Juan Carlos Ureta
Juan Carlos Ureta - CHEMA BARROSO

Juan Carlos Ureta«A España le queda mucho por andar en cultura financiera»

Entrevista a Juan Carlos Ureta, presidente de Renta 4 Banco

MADRIDActualizado:

Juan Carlos Ureta (Bilbao, 1956) es uno de los expertos en inversión más reconocidos de nuestros país. Consultor de varios grupos empresariales españoles y extranjeros, profundo conocedor de la realidad bancaria y defensor a ultranza de la normalización y democratización del mundo de las inversiones, asegura que nuestro país ha mejorado mucho en términos de cultura financiera, pero advierte de que aún queda mucho camino por recorrer.

—¿Falta educación financiera en España?

—Sí, sin duda. Es cierto que sería exagerado e injusto decir que hay una falta completa de educación financiera. Pero sí que se echa en falta una pedagogía básica. No es necesario conocer técnicamente como funciona un bono, pero las nociones elementales sí. Muchas de las personas que se aproximan por primera vez al mundo de la inversión lo hacen con la idea de que a la «Bolsa» se llega a una especie de todo o nada. O doblas tu inversión en dos días, o lo pierdes todo. Pero eso no es así. Invertir te da la posibilidad de tener una rentabilidad tranquila a lo largo del tiempo y mejor de lo que obtendrías con un depósito.

—¿Quién tiene la responsabilidad de poner en marcha esos programas de educación?

—Yo creo que la pedagogía la tenemos que hacer las entidades. Pero no es fácil porque muchas veces va en contra del marketing. Siempre vende más prometer lo muchísimo que vas a ganar. Pero nosotros siempre hemos seguido esta filosofía, la de enseñar sobre el mundo de la inversión, y nos ha funcionado.

—¿Qué diferencia al inversor español del europeo?

—En las grandes plazas financieras y más tradición. Más años de inversión a la espaldas. Esta es la cultura financiera que hay que construir en España.

—¿Esta menor cultura hace que el inversor español prime la seguridad a la hora de invertir?

—La percepción de seguridad es un aspecto muy interesante en el mundo de la inversión. Por que muchas veces se asocia con la solvencia de la entidad. Y no es así. La seguridad deriva del conocimiento. De conocer el terreno que pisas. Quien tiene un piso en la madrileña calle de Serrano está tranquilo porque tiene un valor que considera seguro, aunque realmente no sepa si su valor sube o baja, ni lo pueda vender en dos días. Sin embargo, no se tiene la misma percepción cuando se tiene una inversión en un fondo que tiene acciones de las mejores compañías del mundo. Y en cuanto baja un poco el valor liquidativo llegan los sustos. Son cosas que no son fáciles de explicar. Por eso yo creo que es muy importante el conocimiento. Y en España todavía queda mucho por andar. Por ejemplo, el año pasado, llegó el mes de febrero y los bonos de empresas españolas tuvieron una caída muy importante. Y hubo un movimiento enorme hacia monetario, y de poco sirvió explicar que ninguna de estas compañías iban a quebrar, sino que estaban siendo castigadas por el mercado por la razón que fuera.

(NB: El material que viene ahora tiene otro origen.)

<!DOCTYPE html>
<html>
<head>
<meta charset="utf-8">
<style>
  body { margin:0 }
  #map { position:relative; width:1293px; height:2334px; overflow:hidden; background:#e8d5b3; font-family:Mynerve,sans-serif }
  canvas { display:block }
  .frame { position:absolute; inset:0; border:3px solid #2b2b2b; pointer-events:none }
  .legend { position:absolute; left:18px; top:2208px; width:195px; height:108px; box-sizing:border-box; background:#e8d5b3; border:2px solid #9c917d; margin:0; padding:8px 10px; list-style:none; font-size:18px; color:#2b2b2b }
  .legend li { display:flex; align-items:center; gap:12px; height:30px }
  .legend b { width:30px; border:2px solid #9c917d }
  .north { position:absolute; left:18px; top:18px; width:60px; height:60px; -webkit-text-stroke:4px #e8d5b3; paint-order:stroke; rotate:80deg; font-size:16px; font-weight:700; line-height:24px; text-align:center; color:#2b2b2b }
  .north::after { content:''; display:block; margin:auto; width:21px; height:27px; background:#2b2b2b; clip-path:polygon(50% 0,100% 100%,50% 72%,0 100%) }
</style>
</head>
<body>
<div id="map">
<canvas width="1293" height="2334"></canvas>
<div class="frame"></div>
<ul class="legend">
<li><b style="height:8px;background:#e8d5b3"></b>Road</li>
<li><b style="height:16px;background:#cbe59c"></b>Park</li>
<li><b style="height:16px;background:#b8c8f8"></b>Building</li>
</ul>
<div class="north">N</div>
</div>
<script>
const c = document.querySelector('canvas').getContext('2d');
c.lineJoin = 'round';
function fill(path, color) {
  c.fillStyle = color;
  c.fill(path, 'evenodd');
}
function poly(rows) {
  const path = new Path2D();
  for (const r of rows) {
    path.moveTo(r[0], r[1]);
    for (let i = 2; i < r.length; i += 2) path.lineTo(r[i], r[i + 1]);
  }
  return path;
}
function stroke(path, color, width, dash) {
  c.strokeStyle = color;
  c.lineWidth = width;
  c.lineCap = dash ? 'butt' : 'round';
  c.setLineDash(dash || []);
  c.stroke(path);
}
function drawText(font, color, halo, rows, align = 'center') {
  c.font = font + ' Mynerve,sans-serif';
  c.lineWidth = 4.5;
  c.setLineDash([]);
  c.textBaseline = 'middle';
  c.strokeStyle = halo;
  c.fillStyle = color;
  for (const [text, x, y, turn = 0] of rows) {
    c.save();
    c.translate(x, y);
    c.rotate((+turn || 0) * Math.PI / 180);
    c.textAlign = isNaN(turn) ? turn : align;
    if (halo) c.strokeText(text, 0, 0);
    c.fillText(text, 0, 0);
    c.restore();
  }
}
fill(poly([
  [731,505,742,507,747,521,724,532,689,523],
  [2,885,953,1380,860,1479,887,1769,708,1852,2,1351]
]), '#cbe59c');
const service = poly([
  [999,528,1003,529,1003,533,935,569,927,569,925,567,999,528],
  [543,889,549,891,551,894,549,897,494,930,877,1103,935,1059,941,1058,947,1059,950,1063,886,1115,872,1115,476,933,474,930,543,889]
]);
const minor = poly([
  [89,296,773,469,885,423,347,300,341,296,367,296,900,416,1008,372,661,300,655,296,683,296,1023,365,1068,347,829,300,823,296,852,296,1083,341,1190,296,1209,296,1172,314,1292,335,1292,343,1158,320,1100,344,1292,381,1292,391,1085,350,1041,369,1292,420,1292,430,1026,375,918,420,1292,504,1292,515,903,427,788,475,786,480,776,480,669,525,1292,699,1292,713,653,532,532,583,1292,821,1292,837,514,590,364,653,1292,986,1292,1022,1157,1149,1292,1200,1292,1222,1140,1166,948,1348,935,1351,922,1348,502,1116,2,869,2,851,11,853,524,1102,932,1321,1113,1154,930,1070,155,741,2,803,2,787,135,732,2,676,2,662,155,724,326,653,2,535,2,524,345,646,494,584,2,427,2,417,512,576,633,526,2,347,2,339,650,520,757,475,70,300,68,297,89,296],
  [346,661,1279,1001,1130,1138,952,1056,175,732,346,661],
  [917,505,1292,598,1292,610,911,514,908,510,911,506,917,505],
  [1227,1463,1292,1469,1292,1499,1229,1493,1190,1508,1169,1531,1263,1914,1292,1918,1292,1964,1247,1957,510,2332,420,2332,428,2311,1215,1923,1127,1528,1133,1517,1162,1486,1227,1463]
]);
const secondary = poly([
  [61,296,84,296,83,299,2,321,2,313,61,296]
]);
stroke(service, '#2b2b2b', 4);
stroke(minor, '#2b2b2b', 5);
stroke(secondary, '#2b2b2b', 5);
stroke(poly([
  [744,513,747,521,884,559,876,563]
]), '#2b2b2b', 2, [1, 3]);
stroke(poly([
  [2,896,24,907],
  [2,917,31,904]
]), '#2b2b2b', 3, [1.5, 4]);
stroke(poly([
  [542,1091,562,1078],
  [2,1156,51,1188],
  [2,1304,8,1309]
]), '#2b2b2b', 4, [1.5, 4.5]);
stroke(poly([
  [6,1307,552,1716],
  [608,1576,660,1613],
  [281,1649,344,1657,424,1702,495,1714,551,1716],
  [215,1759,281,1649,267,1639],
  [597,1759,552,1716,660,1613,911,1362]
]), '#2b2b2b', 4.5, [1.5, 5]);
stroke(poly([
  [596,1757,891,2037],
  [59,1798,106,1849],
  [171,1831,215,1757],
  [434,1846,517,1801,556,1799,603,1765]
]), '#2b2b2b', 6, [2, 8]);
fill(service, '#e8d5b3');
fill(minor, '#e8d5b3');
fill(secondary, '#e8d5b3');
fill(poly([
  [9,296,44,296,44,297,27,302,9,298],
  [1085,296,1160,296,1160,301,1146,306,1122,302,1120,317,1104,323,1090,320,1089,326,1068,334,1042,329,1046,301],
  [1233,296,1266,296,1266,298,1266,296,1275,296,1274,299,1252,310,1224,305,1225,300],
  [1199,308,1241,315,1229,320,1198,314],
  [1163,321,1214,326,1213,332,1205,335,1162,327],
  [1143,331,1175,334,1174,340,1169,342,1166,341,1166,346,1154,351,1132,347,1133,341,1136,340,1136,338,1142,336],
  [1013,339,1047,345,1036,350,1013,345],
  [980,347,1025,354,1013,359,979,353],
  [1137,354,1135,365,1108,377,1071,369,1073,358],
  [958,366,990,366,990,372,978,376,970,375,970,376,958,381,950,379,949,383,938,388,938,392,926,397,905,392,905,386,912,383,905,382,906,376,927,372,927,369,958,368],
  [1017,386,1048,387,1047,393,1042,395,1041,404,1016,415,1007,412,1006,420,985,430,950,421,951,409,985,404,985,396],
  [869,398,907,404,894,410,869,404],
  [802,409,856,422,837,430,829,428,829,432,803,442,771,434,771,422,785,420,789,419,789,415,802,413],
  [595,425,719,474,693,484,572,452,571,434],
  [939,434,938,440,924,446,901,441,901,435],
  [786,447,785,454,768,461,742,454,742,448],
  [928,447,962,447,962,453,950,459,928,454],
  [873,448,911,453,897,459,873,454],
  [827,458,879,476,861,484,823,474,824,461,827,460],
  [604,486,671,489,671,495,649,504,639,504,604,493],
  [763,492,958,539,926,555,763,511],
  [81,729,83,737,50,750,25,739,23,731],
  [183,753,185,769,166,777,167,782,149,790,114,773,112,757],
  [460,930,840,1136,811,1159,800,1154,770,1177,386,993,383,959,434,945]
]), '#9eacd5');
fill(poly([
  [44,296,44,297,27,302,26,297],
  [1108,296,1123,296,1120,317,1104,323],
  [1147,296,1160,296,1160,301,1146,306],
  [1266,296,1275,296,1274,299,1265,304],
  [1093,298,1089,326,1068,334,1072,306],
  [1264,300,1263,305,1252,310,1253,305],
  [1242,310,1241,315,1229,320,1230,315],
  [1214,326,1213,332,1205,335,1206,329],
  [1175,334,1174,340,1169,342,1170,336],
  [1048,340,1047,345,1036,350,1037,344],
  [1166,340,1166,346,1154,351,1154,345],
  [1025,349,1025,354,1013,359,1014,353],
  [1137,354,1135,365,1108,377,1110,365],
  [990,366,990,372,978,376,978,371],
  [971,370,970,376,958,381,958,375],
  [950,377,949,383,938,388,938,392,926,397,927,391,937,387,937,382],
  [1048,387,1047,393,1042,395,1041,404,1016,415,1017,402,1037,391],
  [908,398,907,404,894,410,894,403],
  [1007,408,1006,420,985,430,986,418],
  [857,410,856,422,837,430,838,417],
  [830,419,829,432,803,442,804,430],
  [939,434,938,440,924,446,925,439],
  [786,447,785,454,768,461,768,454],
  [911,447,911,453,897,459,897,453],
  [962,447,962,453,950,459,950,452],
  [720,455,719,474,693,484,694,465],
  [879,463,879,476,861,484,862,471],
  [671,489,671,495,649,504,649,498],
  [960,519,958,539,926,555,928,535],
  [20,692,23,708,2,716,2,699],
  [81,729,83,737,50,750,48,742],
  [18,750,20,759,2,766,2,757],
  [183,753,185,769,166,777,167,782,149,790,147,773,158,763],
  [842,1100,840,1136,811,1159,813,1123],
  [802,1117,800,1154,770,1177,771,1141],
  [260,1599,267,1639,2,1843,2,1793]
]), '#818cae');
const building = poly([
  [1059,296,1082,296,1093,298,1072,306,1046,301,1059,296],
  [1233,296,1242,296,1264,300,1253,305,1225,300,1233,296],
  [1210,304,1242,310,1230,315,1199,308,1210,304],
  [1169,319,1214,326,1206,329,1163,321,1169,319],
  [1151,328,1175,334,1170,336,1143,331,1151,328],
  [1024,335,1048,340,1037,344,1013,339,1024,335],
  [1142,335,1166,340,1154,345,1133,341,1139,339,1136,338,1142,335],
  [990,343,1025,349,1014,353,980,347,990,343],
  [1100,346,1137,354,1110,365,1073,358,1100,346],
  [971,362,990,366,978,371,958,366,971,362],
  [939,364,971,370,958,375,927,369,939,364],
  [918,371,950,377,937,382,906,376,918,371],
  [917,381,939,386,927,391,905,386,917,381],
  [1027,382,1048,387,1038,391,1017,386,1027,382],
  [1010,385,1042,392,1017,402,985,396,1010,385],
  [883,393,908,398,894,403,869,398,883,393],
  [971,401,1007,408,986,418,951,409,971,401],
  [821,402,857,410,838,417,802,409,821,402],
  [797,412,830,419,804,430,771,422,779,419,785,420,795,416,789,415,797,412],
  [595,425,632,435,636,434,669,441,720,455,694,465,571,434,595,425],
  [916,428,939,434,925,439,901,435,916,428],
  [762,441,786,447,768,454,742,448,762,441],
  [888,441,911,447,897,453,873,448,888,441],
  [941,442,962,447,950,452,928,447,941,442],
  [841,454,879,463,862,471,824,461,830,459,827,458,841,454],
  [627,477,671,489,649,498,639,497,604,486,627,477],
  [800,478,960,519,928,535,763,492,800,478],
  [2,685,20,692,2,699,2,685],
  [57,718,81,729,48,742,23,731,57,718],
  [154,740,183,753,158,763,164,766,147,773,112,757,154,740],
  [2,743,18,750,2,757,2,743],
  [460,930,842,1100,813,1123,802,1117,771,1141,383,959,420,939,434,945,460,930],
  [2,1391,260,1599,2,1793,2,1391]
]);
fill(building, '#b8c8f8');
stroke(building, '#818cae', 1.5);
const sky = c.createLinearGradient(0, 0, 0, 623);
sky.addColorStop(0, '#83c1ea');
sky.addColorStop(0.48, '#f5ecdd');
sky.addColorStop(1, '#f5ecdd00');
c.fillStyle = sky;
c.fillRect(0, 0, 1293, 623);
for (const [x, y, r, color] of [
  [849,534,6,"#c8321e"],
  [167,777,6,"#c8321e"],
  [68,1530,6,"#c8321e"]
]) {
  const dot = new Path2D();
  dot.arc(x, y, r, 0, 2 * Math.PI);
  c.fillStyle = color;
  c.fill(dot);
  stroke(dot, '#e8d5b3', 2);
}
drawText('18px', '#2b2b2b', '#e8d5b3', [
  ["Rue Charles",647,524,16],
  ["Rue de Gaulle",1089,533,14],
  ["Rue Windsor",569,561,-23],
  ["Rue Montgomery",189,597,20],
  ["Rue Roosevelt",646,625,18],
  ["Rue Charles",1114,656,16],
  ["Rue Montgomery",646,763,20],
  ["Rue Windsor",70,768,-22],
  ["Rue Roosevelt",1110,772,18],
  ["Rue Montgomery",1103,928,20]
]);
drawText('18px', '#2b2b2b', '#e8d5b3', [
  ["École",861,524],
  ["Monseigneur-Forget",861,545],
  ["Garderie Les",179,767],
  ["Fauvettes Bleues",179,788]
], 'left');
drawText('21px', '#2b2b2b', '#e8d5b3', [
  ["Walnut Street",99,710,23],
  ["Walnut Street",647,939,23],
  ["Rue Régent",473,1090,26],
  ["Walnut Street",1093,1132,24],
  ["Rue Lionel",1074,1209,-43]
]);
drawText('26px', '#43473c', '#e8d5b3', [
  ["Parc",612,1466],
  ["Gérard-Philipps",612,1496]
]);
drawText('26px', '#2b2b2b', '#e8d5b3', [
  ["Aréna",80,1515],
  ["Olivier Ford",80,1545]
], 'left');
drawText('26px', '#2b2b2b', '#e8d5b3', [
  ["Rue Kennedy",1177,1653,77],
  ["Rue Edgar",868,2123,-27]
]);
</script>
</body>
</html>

—¿La crisis, primero, y el actual escenario de tipos en mínimos, han ayudado al mundo de la inversión o por contra han dañado su imagen?

—La postcrisis y, especialmente, del año 2012 en adelante han sido un buen momento para la inversión. Sin embargo, ahora tenemos un peligro importante. Estamos en un entorno de tipos muy bajos, han subido algo pero todavía están en niveles mínimos, y, sin embargo, ya hemos empezado a ver cómo cuando el tipo del bono español ha subido (de 0,90 al 1,70 o 1,80 que está ahora) algunos fondos de renta fija, sobre todo fondos de pensiones, que están invertidos al 100% en bonos del Tesoro a largo plazo, han comenzado a entrar en pérdidas. Yo ya me he encontrado con algún cliente que me ha consultado extrañado el por qué de estas las pérdidas.

—¿Esto afectará a los fondos más conservadores?

—Sí, precisamente. Y es que es el bono del Tesoro a diez años había subido mucho porque también había bajado mucho el tipo de interés. Pero ahora va a ocurrir lo contrario y la gente no lo entiende. Esto ya pasó en el año 93, cuando hubo una subida de tipos y aquéllos que habían invertido en bonos a largo plazo perdieron mucho dinero. Este es un tema que no es fácil de explicar. El problema es que el escenario que tenemos ahora encierra el riesgo de provocar frustraciones en algunos clientes, sobre todo, como decíamos, de fondos de inversión conservadores.